Overall, 5 papers have reported using whole genome transcriptomics in fish oil intervention studies. Annotation and pathways analysis showed that fish oil supplementation modulated the expression of genes involved in inflammatory pathways, such as eicosanoid synthesis, interleukin signaling, and MAP kinase signaling, oxidative stress response, cell cycle, cell adhesion, apoptosis, scavenger receptor activity, adipogenesis, protein folding, maturation, and DNA damage [29–32, 33••]. Many of these are anti-atherogenic and anti-inflammatory genes, which play a role in several processes involved in atherosclerotic plaque formation. PBMCs, consisting of monocytes and lymphocytes are cells central in these processes including adhesion, infiltration, and foam cell formation, and, therefore, it seems like whole genome transcriptomics can be used to identify novel pathways modulated by intake of fish oil. Data from fish oil supplementation studies further indicates that these effects may be mediated via many transcription factors and signaling pathways, such as NF-κB, Toll-like receptor signaling, PPAR and LXR/RXR activation and hypoxia signaling [29, 33••]. The studies summarized in this paper have different duration, doses and study subjects, but overall they show that fish oil supplementation may influence several biological pathways and processes via different transcription factors. The discrepancy between the studies by Bouwens et al [29] and Rudkowska et al [31, 32] on PPARα activation, may be caused by differences in the duration of the studies or the age and genotype of the study subjects. Because it has been shown that the response of fish oil on triglycerides depends on sex and genotype [34], genetic differences may cause the variation in gene expression responses observed in these intervention studies. Another explanation could be that changes in gene expression are reflecting the response of PBMCs to EPA-DHA-induced systemic adaptations in the body and may, therefore, not be a direct effect of EPA+DHA on mononuclear cells.
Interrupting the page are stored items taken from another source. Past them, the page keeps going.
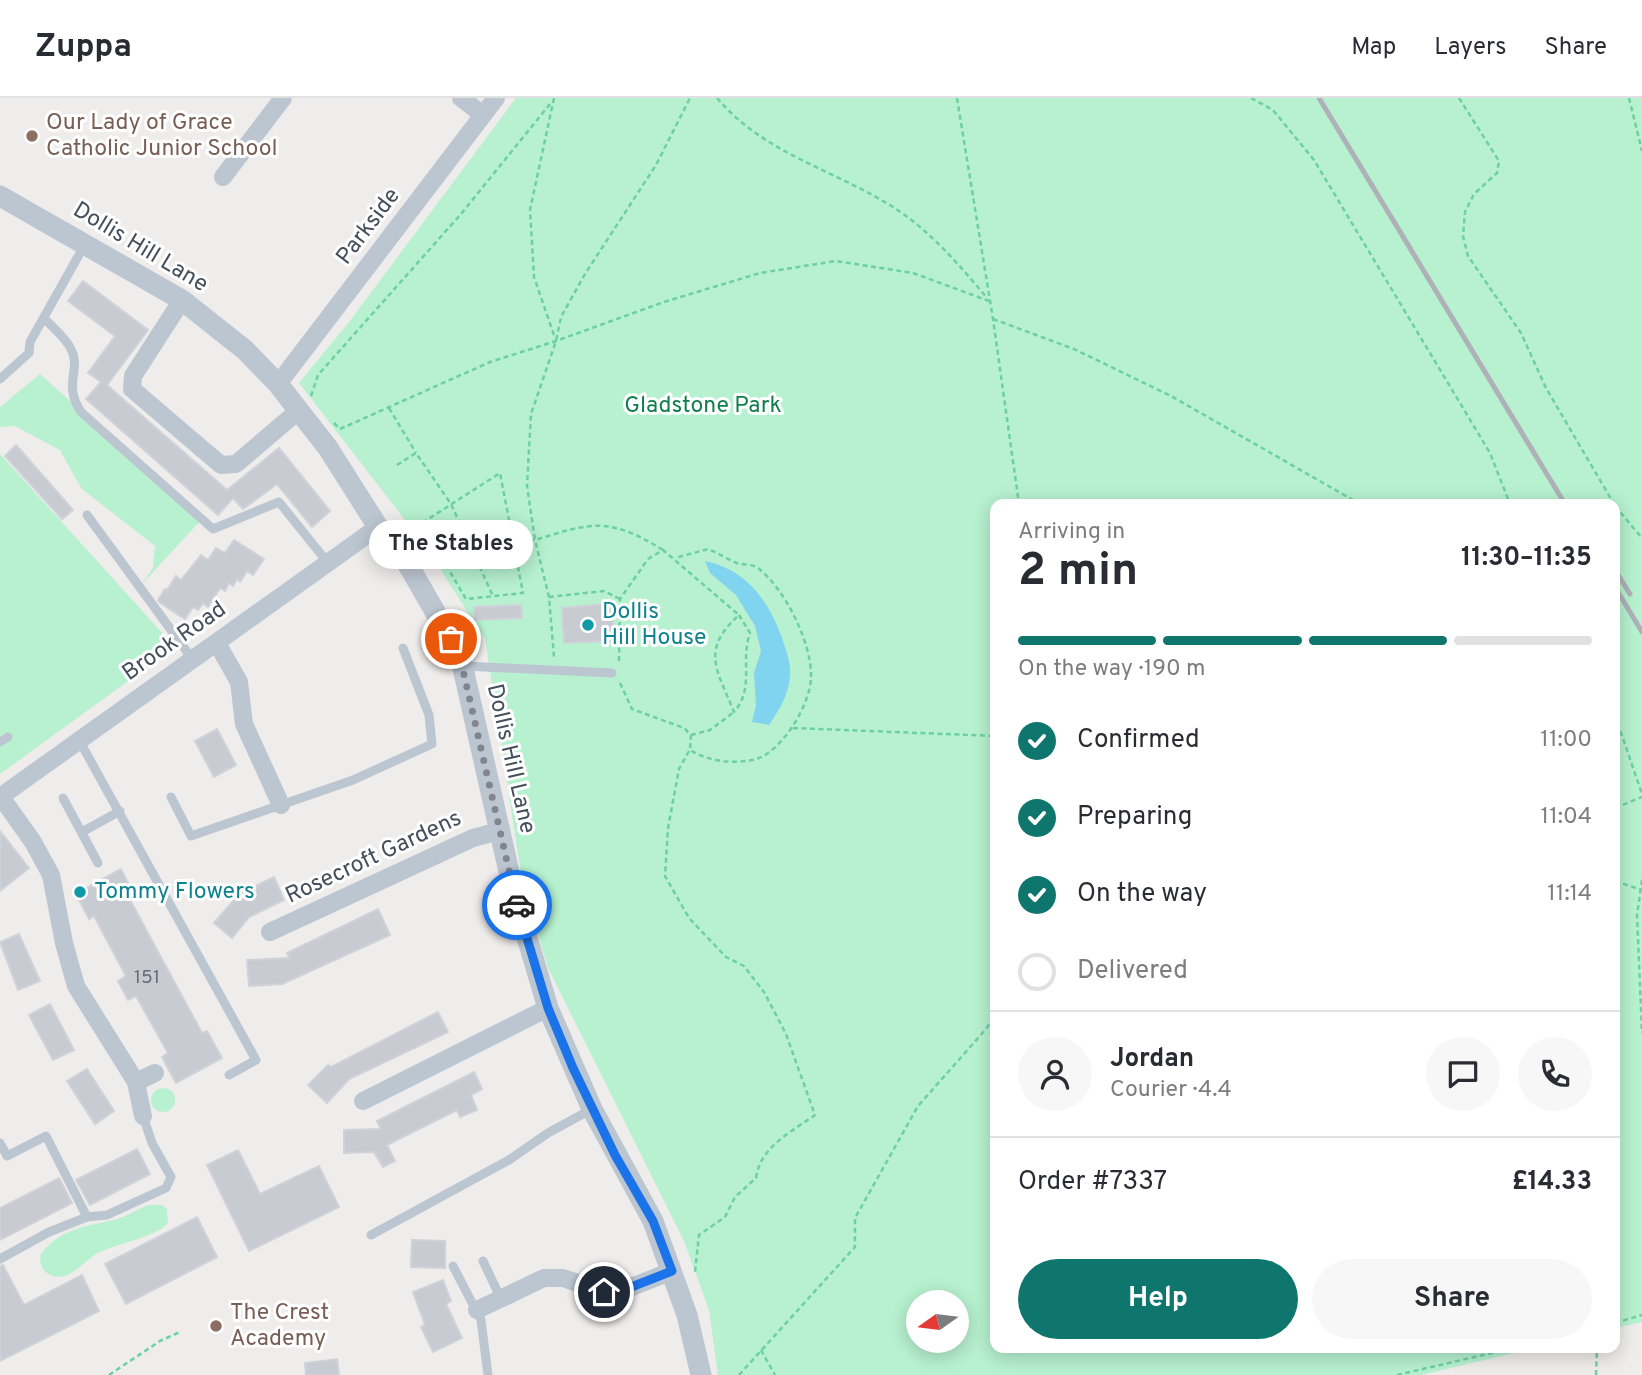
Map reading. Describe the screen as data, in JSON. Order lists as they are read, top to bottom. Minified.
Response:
{"streets":{"street":["Parkside","Dollis Hill Lane","Brook Road","Rosecroft Gardens"]},"crossings":[["Parkside","Dollis Hill Lane"],["Dollis Hill Lane","Brook Road"],["Dollis Hill Lane","Rosecroft Gardens"]],"parks":["Gladstone Park"],"places":["Our Lady of Grace Catholic Junior School","Dollis Hill House","The Stables","Tommy Flowers","The Crest Academy"],"house_numbers":["151"],"north":"left","page":{"header":"Zuppa","nav":["Map","Layers","Share"],"heading":["2 min","Arriving in","11:30–11:35"],"panel":["Jordan","Courier · 4.4","Order #7337","£14.33"],"bubble":"The Stables","bar":"On the way · 190 m","list":[["Confirmed","11:00"],["Preparing","11:04"],["On the way","11:14"],"Delivered"],"buttons":["Help","Share"]}}
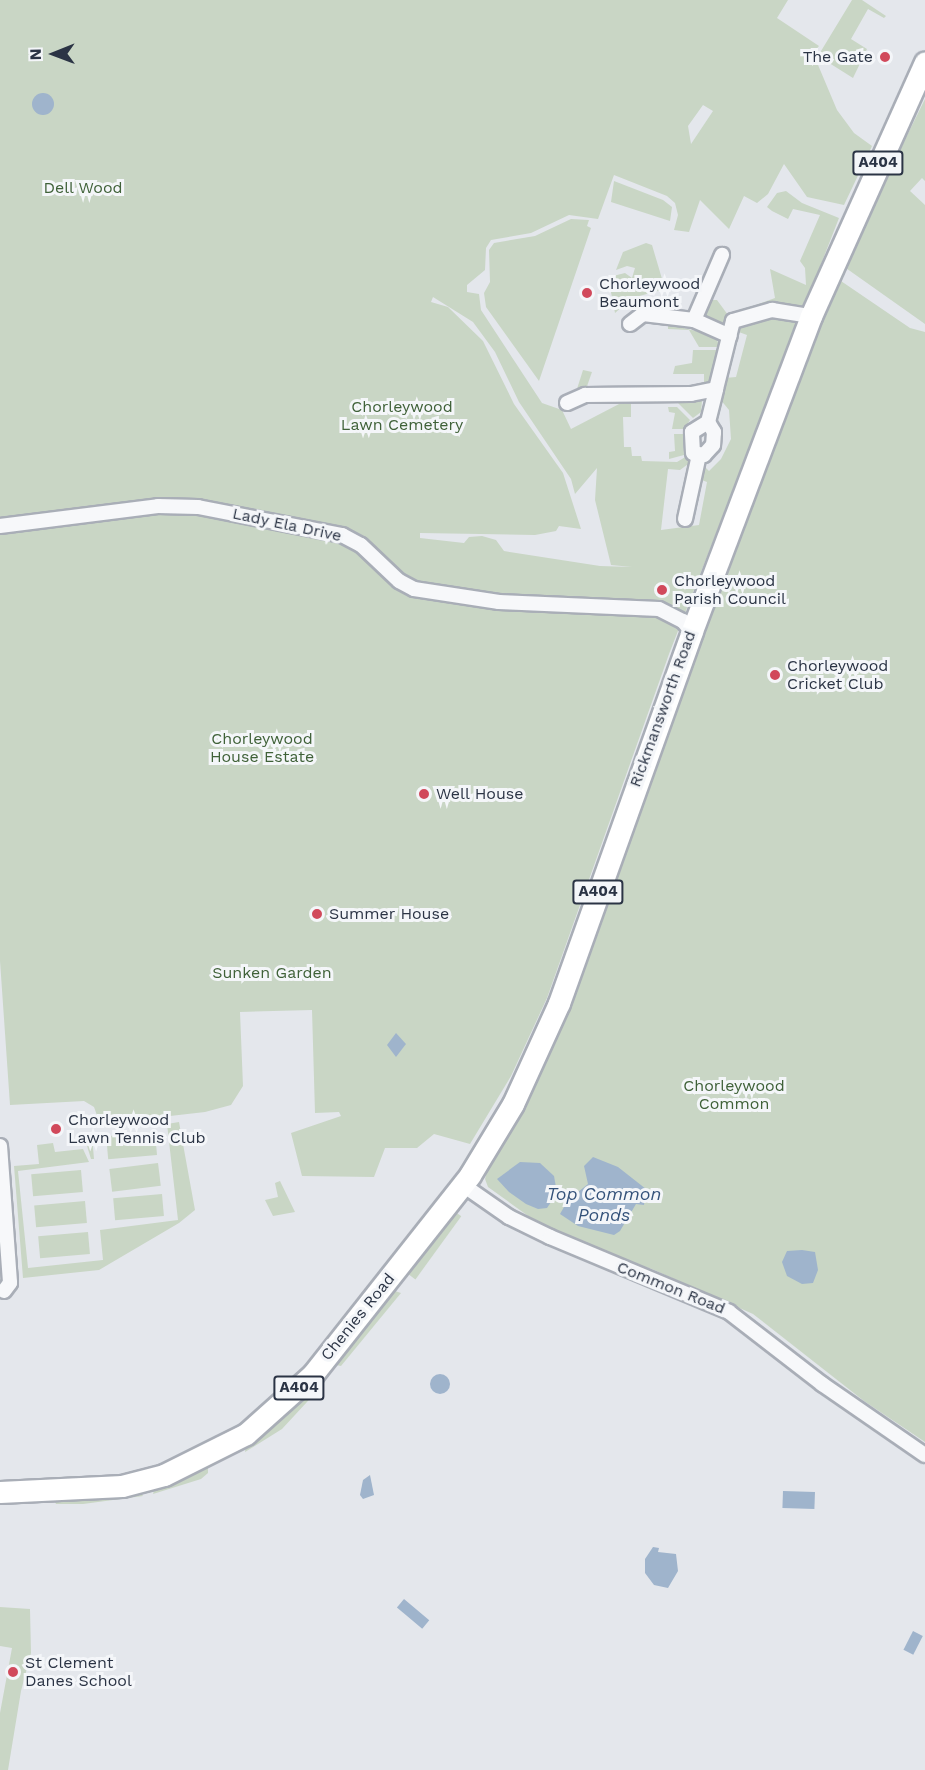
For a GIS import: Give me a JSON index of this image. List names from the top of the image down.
{
  "streets": {
    "main road": ["A404", "Rickmansworth Road", "Chenies Road"],
    "street": ["Lady Ela Drive", "Common Road"]
  },
  "crossings": [
    ["Lady Ela Drive", "Rickmansworth Road"],
    ["Rickmansworth Road", "Common Road"],
    ["Rickmansworth Road", "Chenies Road"],
    ["Common Road", "Chenies Road"]
  ],
  "water": ["Top Common Ponds"],
  "parks": [
    "Dell Wood",
    "Chorleywood Lawn Cemetery",
    "Chorleywood House Estate",
    "Sunken Garden",
    "Chorleywood Common"
  ],
  "places": [
    "The Gate",
    "Chorleywood Beaumont",
    "Chorleywood Parish Council",
    "Chorleywood Cricket Club",
    "Well House",
    "Summer House",
    "Chorleywood Lawn Tennis Club",
    "St Clement Danes School"
  ],
  "north": "left"
}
The major limitation in these transcriptomic studies is that most of the studies (4 out of 5) analyzed the within group changes, rather than between group differences.

Conclusions

PBMC gene expression analysis in human dietary intervention studies with fish oil or fatty fish can be a powerful tool to understand the underlying molecular mechanisms explaining the association between high intakes of marine n-3 fatty acids and effects on morbidity and mortality from CVD. These studies show the potential of PBMC gene expression profiling to investigate the effects of nutrition on human health. Gene expression profiling seems to be more sensitive to fish oil interventions than the traditional biochemical parameters measured in circulation and enable us to study gene expression of mediators involved in the early development of atherosclerosis. Future studies should integrate gene expression patterns with biochemical parameters to determine the precise mechanisms of action of EPA and DHA in humans. More emphasis should also be on examining the gene expression profiles in PBMCs in responders versus non-responders in order to understand the influence of genetic factors on the effect of fish oil on lipids and inflammatory markers.